京セラの3軸水晶ジャイロセンサが卓球選手の超高速スイングを見える化する:イノベーションのレシピ(1/3 ページ)
京セラは独自開発した「3軸水晶ジャイロセンサモジュール」を用いて卓球選手の動きを可視化するプロジェクトを進めている。京セラの担当者に3軸水晶ジャイロセンサモジュールの技術詳細と、同モジュールを卓球に適用した狙いを聞いた。
スポーツの世界では近年、IoT(モノのインターネット)センサーや映像解析技術などを用いて選手の動きなどを見える化し、選手のパフォーマンス向上につなげる取り組みが加速している。

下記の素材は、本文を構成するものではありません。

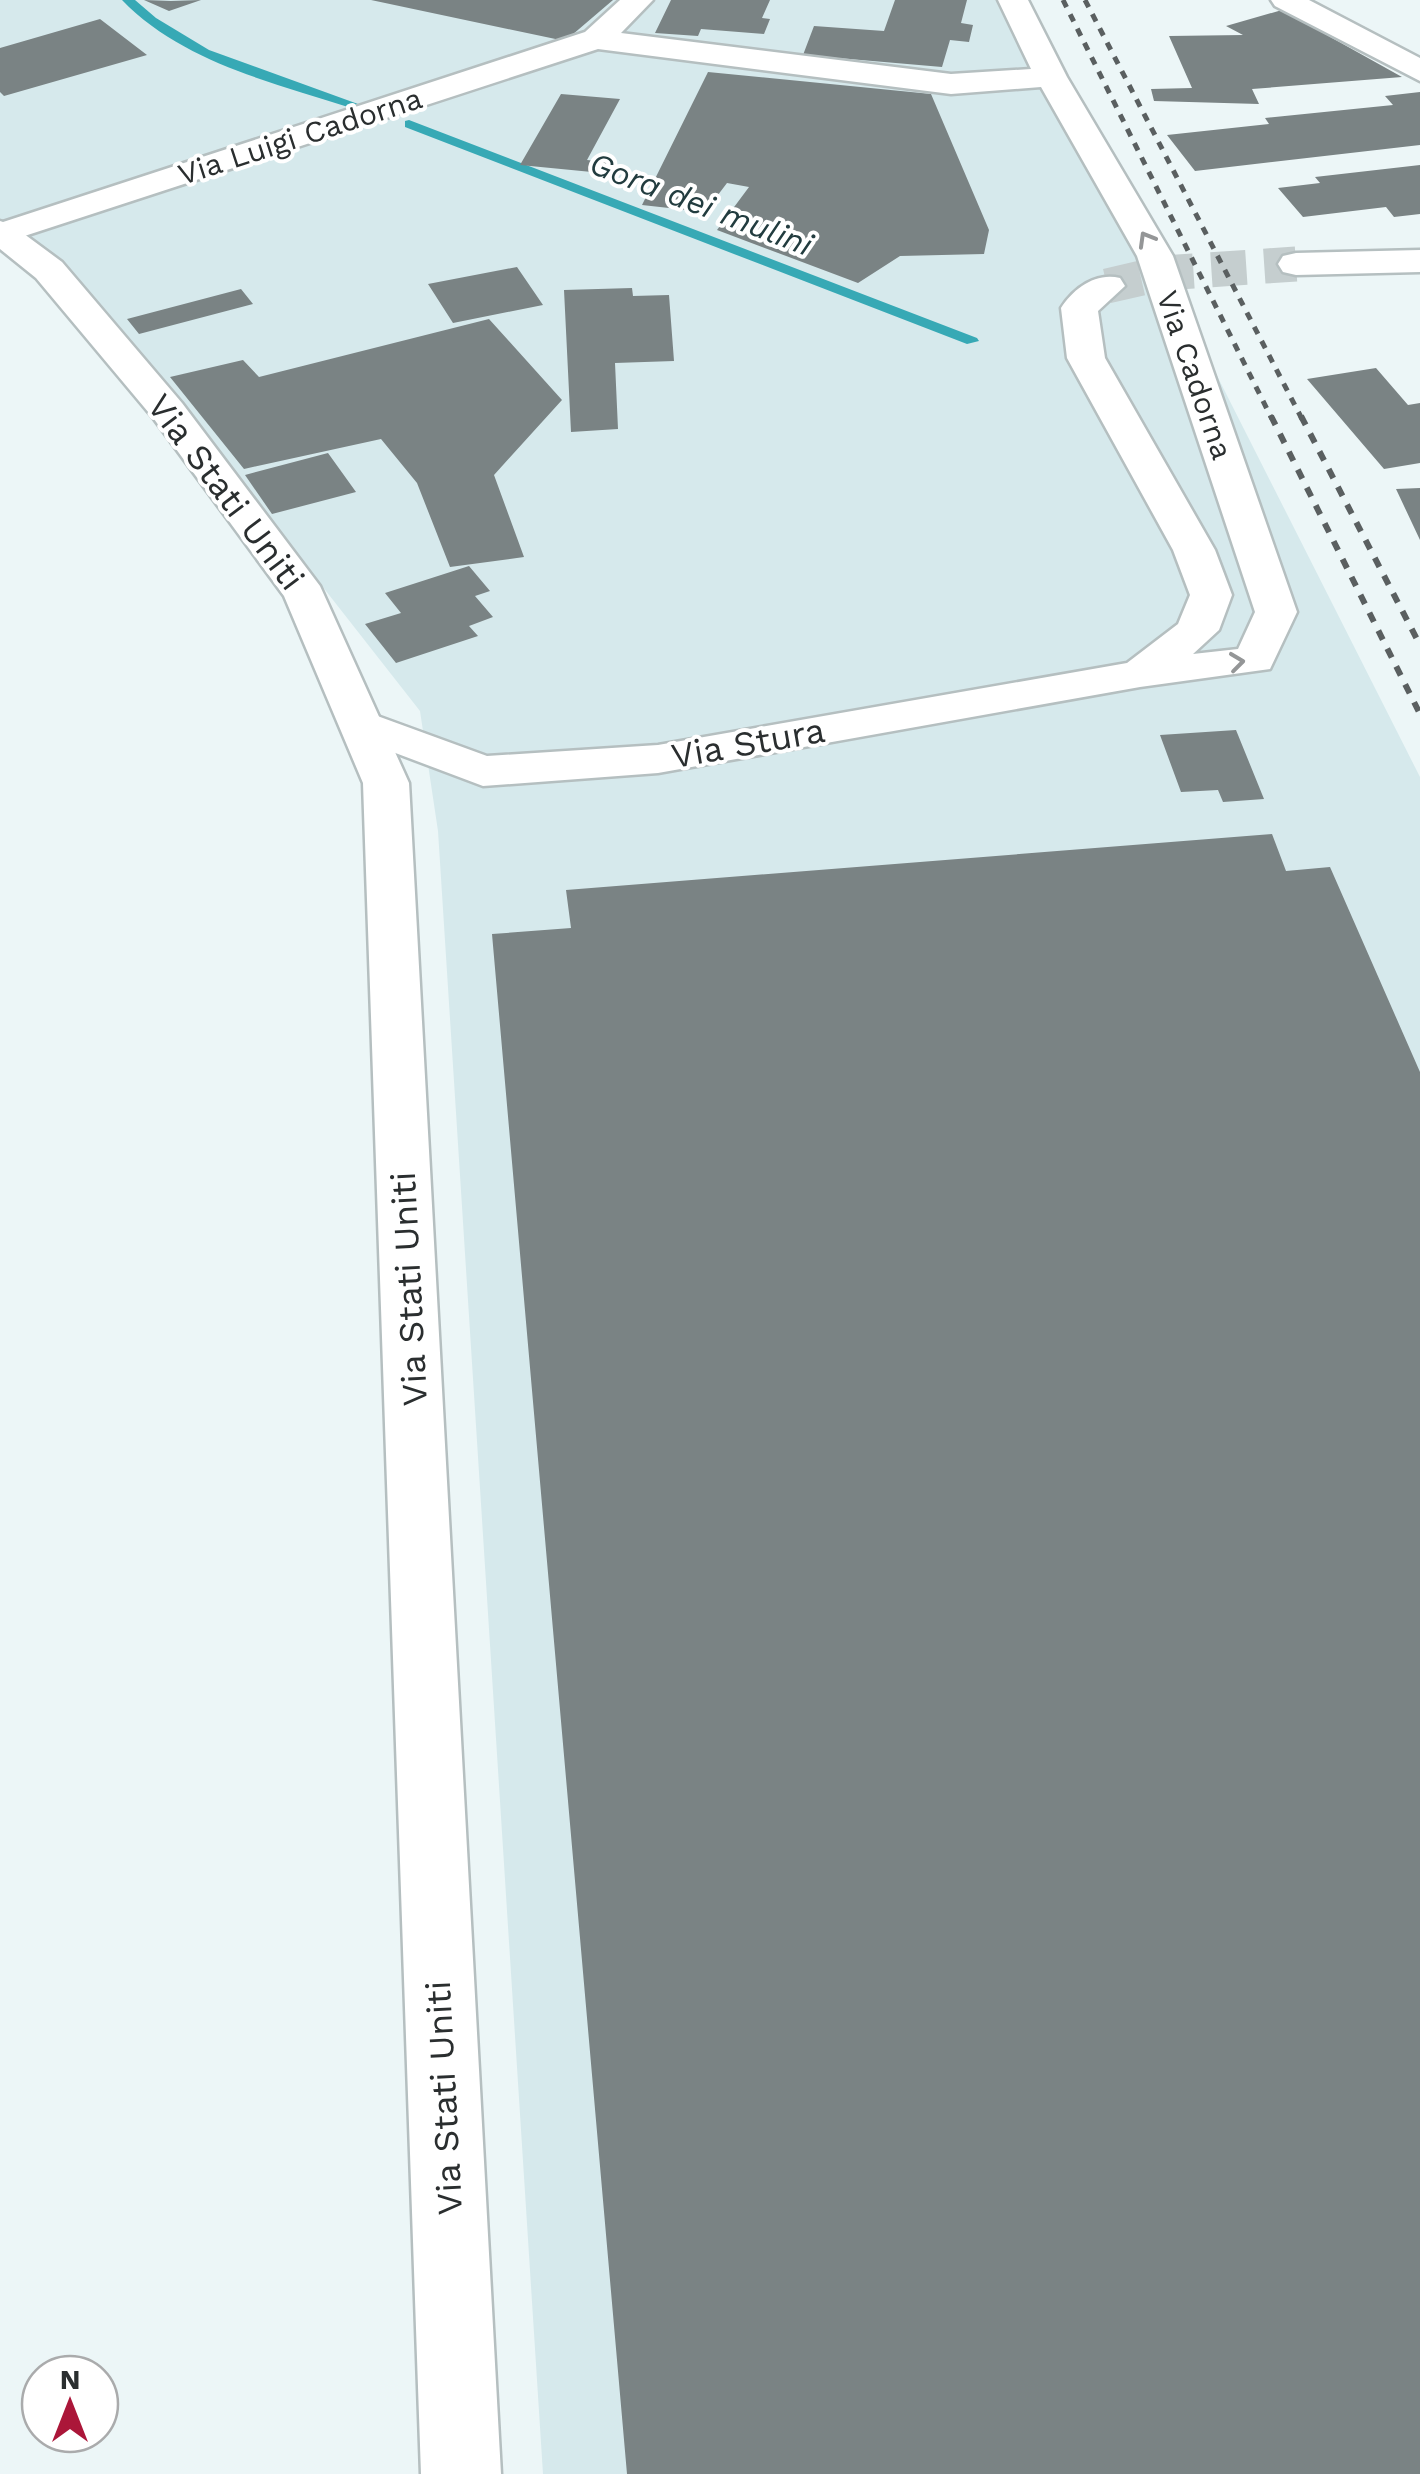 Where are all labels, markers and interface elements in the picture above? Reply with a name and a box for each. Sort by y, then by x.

ただ、中には技術的な制約から可視化が難しい競技もある。例えば卓球はラケットのスイングスピードが非常に高速で、ジャイロセンサーなどで選手の動きを正確に把握することが困難だった。
これを解決し得るのが、京セラが慶応義塾大学SFC研究所と協力して開発中の「卓球ラケットセンサシステム」だ。同システムには京セラが独自開発した「3軸水晶ジャイロセンサモジュール」が採用されており、一般的なジャイロセンサーでは計測できないほど高速で運動する物体の角速度も計測できる。
これによって選手の動きなどを効果的に分析して、卓球の技術向上支援につなげることことを目指す。すでに、同システムを用いたプロ卓球選手チームとの実証実験も開始した。

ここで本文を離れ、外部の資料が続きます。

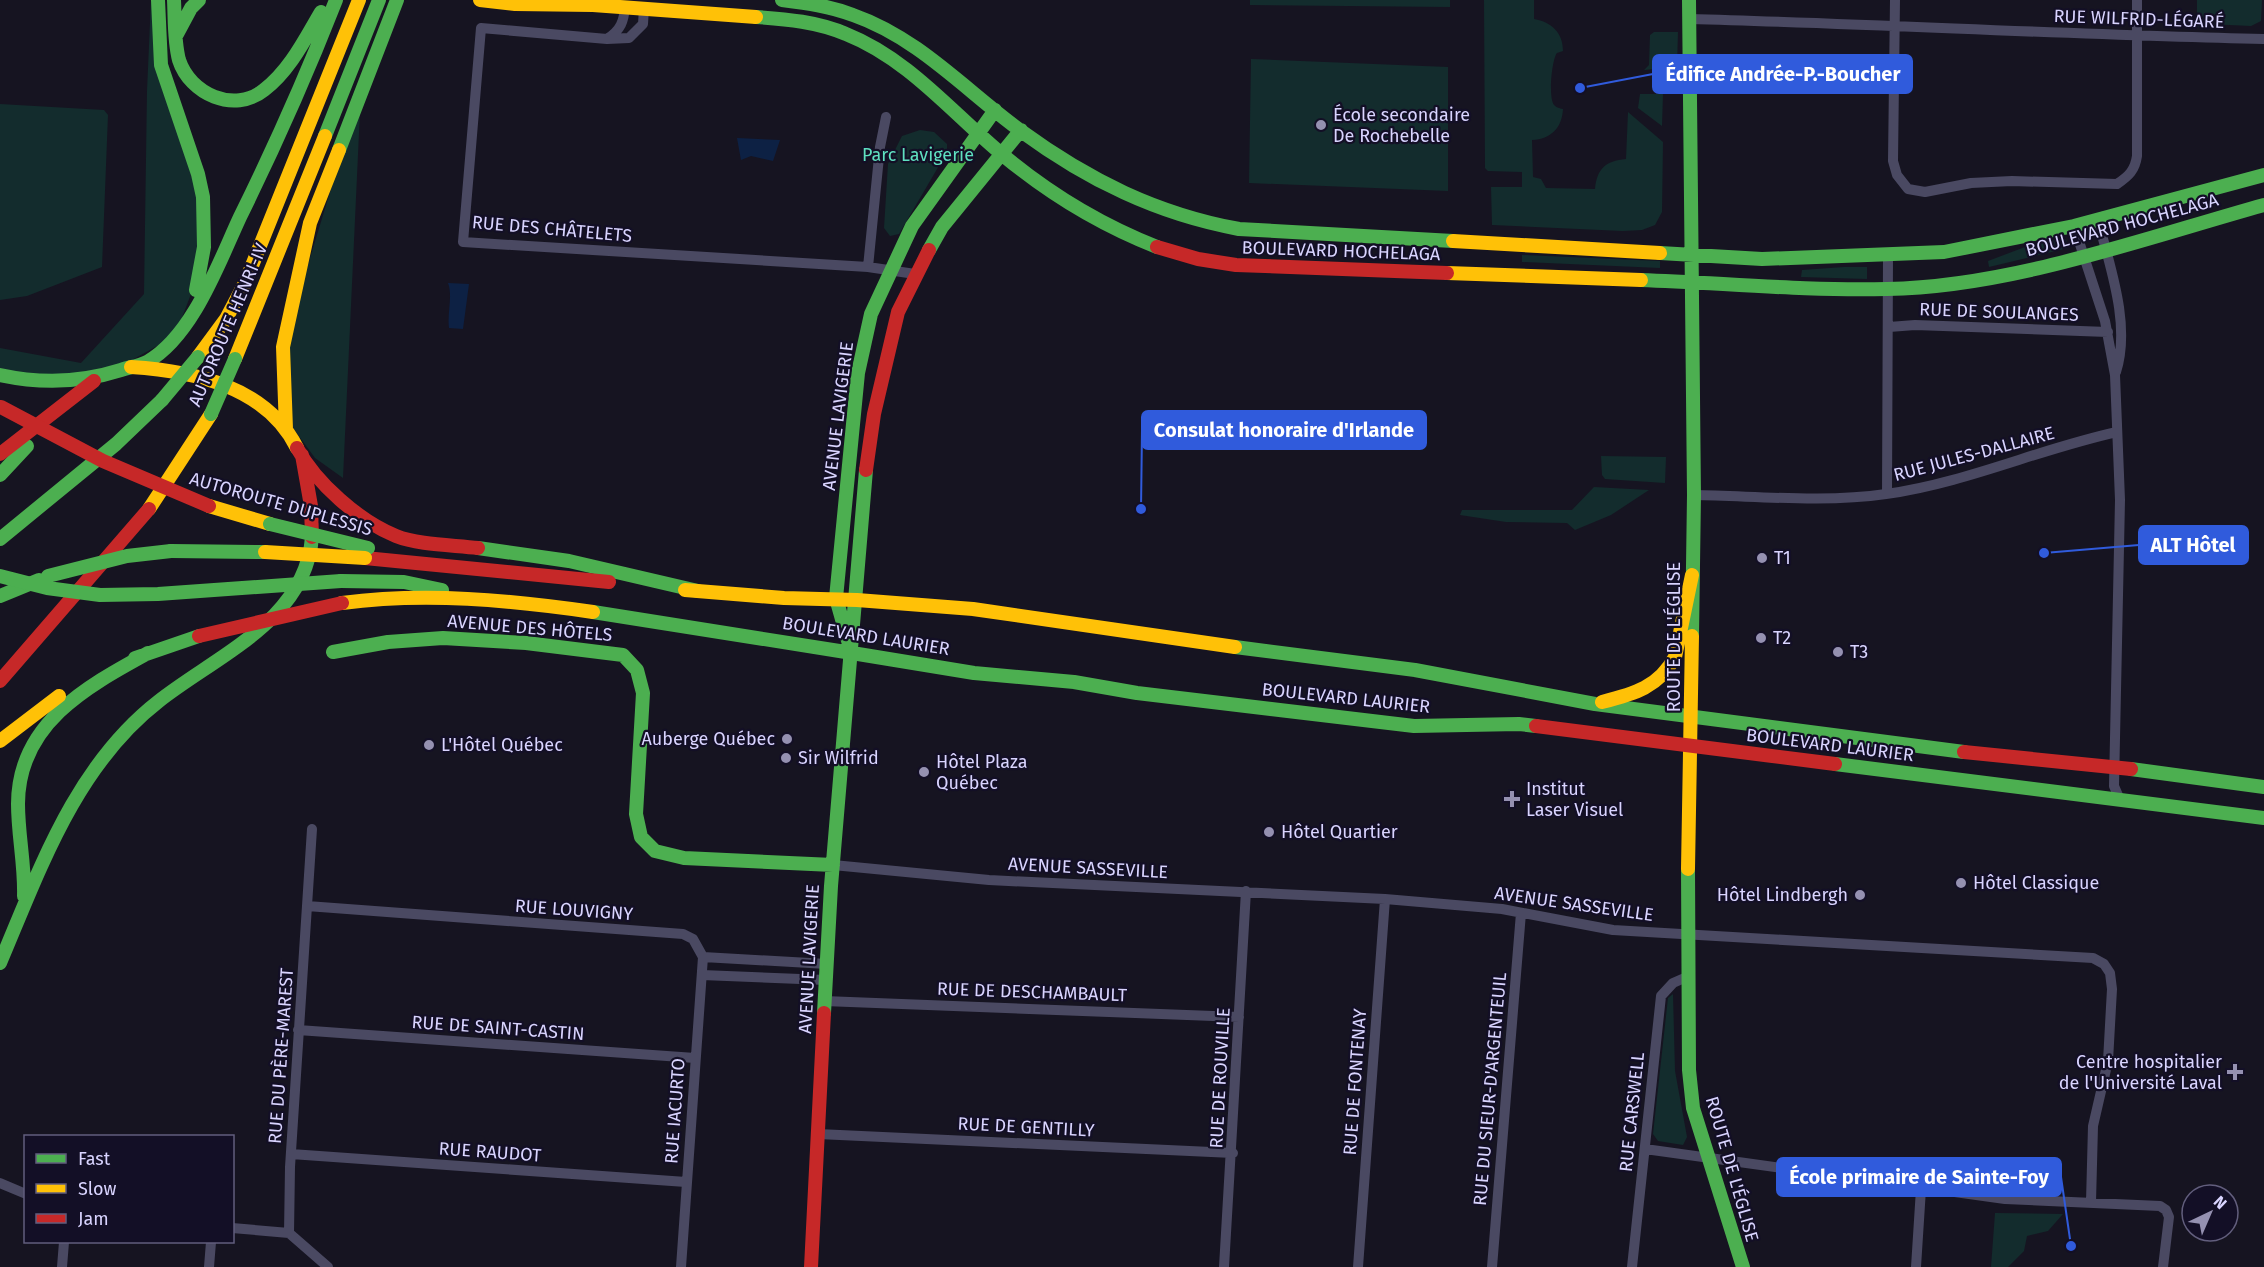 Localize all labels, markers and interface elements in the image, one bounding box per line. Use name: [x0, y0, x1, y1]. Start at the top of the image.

システムの中核を担う3軸水晶ジャイロセンサモジュールの技術詳細と、同モジュールを卓球に適用した狙いについて、京セラ 研究開発本部 先進マテリアルデバイス研究所 生体機能デバイス開発部 課責任者の生田貴紀氏と同 係責任者の川口義之氏に話を聞いた。
スイングスピードなど3つの情報を可視化
卓球ラケットセンサシステムは、3軸水晶ジャイロセンサモジュールを卓球ラケットのグリップ底面に装着して活用する。同センサモジュールで取得できるのは、ラケットのスイングスピード(肘からラケットまでの角速度)、ラケット面の傾き(姿勢)、球がラケットにヒットした際の時刻の3つ。計測したデータはタブレット端末へと転送され、自分の動きを後から確認できる。球を打った際のラケットの姿勢やスイングスピードをデータで確認することで、自分の動きをより深く理解しやすくなる。
センサモジュールのサイズは3.4×2.4×2.2cmで重さは14g。記録時間は最大2分間で、サンプリング周波数は1kHz。データ転送形式はBluetoothに対応している。電源待機持続時間は100分。

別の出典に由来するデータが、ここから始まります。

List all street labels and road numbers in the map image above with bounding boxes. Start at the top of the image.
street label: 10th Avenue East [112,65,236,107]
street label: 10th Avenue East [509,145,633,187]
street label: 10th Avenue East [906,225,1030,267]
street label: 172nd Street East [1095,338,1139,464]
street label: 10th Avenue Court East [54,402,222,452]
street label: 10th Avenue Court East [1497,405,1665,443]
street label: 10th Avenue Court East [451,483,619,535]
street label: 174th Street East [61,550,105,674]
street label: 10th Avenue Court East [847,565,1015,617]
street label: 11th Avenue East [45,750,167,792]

また、タブレット端末で撮影した選手の動画を、同端末に導入したAI(人工知能)の骨格推定ソフトウェアで解析することも可能だ。スケルトンモデル化した選手の動きとラケットの姿勢を画面上に同時に表示させることもできる。例えば、卓球の習熟度が高い選手のラケットの姿勢や動かし方、卓球台に対するプレイヤーの位置取り、腰の位置などを可視化すれば、初心者の選手が自身のフォーム改善などに役立てやすくなる。
「選手にアドバイスする際、言葉だけだとなかなかポイントが伝わらないこともある。動画で選手を撮影しておくという手もあるが、見たいヒットシーンの頭出しを逐一行うのは手間だ。卓球ラケットセンサシステムを使えば、特定の打球のみにフォーカスしてすぐにデータを確認できる。練習中の動きを可視化して選手と共有できるため、より効果的なトレーニング指導につながる」(生田氏)
京セラは2021年2月から2022年1月にかけて、沖縄のプロ卓球チームである「琉球アスティーダ」の所属選手から協力を得て、卓球ラケットセンサシステムによる実際の技能向上効果についての実証実験を行っている。